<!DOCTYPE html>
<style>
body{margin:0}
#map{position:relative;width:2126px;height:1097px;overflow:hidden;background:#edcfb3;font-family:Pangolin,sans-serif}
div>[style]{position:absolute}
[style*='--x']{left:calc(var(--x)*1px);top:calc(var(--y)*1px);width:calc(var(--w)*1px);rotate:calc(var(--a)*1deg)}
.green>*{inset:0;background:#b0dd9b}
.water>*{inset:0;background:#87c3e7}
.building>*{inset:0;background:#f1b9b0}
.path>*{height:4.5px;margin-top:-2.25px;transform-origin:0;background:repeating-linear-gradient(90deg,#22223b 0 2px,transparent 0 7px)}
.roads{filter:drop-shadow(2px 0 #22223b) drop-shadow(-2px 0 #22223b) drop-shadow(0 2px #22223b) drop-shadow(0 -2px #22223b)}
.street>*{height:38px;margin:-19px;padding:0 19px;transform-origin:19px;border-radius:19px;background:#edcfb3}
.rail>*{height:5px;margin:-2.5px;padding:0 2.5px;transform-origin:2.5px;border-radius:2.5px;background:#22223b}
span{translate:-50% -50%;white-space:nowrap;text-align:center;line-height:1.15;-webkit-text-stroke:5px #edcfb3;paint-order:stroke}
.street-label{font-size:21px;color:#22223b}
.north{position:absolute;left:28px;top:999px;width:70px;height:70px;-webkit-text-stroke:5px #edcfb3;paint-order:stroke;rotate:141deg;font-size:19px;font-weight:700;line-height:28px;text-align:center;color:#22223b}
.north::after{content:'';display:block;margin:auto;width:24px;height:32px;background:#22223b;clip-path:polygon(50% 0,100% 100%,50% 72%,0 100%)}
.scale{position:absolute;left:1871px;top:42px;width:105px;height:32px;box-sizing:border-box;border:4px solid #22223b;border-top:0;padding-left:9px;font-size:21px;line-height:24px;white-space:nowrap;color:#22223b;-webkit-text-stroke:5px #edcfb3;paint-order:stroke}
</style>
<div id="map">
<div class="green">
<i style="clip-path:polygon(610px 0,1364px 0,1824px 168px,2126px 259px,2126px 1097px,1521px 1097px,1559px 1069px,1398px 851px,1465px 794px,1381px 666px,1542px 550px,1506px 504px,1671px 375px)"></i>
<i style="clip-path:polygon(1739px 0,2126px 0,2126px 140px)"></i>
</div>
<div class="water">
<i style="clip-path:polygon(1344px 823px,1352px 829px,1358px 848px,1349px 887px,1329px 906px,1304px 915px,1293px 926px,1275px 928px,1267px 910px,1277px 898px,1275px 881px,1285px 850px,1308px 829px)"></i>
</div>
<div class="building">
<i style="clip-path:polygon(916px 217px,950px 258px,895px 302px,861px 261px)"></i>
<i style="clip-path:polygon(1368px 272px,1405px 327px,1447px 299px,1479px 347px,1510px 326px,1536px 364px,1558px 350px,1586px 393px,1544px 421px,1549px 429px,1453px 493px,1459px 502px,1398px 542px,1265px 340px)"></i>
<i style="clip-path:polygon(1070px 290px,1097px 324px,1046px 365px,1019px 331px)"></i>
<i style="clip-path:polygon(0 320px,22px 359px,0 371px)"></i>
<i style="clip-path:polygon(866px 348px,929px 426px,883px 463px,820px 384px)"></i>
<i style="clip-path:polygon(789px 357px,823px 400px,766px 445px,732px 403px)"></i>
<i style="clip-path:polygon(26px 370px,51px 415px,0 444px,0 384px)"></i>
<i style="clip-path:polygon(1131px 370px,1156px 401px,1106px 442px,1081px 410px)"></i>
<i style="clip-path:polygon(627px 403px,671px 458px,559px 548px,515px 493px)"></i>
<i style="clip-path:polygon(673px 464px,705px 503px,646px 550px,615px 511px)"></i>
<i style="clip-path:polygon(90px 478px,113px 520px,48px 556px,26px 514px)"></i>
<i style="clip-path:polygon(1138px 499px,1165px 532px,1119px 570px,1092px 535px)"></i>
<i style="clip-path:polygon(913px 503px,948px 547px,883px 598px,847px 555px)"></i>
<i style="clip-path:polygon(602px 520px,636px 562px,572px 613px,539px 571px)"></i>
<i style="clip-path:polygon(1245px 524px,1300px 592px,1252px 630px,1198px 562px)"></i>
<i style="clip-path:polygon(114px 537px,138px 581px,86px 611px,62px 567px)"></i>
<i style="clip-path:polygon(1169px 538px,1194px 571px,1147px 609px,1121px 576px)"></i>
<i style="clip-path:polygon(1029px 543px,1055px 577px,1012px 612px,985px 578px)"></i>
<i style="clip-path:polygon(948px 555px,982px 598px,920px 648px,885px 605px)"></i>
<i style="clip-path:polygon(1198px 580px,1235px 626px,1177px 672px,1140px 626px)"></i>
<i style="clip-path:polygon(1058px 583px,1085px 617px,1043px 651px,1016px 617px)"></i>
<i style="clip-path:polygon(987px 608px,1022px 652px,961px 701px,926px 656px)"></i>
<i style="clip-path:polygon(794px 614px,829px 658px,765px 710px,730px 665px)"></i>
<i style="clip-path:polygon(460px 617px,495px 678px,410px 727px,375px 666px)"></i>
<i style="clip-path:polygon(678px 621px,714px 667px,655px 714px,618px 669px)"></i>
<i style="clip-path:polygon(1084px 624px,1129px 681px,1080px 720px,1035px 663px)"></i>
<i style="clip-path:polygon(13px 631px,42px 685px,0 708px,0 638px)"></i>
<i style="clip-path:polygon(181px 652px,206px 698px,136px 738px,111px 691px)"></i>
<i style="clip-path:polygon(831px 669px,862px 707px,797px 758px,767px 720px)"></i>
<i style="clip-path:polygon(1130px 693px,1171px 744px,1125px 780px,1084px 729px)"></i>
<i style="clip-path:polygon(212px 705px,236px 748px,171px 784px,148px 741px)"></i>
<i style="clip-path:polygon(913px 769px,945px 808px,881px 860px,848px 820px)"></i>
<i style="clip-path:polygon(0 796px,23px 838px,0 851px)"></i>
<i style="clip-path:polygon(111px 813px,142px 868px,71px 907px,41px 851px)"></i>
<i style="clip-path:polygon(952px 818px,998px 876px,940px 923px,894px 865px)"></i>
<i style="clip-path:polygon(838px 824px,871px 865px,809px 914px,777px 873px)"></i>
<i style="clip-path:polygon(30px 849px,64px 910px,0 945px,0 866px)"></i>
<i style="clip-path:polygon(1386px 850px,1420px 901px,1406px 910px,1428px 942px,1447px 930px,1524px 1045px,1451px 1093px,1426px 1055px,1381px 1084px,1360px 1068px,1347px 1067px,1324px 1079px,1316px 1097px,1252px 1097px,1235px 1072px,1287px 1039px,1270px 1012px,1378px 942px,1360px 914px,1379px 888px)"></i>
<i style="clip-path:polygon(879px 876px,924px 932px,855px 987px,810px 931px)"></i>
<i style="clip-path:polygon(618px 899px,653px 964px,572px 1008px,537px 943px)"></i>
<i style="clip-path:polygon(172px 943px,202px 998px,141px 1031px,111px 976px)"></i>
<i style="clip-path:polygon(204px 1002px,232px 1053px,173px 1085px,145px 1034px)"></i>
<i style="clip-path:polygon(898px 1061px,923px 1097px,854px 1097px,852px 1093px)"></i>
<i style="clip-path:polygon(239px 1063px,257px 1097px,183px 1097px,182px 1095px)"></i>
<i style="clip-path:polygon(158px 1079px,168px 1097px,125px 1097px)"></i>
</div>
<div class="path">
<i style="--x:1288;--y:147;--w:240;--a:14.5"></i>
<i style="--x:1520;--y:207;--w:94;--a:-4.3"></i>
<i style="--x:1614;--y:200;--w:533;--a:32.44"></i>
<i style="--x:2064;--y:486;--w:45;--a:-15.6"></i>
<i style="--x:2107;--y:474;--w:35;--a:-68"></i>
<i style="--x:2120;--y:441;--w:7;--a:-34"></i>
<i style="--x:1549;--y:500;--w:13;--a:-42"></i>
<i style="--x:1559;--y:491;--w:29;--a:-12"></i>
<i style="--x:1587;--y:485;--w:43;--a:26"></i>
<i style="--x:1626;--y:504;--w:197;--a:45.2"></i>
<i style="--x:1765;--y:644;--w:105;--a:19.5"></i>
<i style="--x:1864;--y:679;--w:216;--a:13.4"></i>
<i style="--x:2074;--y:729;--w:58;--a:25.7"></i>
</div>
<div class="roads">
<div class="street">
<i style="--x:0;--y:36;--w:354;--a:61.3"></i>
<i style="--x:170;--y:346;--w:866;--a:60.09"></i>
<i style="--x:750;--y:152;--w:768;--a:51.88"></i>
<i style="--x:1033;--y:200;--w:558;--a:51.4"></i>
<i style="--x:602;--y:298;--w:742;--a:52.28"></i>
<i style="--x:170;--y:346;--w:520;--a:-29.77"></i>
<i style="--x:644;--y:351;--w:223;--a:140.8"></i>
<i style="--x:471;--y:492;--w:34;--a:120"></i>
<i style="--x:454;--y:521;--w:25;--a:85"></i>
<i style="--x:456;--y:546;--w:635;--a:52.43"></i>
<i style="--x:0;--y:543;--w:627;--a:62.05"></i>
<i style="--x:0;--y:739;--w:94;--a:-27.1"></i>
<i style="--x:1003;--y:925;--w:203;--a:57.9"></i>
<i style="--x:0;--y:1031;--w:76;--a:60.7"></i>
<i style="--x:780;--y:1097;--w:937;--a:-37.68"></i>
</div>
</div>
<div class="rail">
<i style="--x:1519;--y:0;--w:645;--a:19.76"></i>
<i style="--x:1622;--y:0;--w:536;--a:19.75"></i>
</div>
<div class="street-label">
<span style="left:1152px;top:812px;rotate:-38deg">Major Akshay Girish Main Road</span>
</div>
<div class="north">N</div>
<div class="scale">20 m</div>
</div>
+ + + + + + +
→ Exercise requirements: Take the line holding "Girish Main Road</span>" and the lines after it through the end of the entries. Retype them exactly and add nothing.

→ Task solution:
<span style="left:1152px;top:812px;rotate:-38deg">Major Akshay Girish Main Road</span>
</div>
<div class="north">N</div>
<div class="scale">20 m</div>
</div>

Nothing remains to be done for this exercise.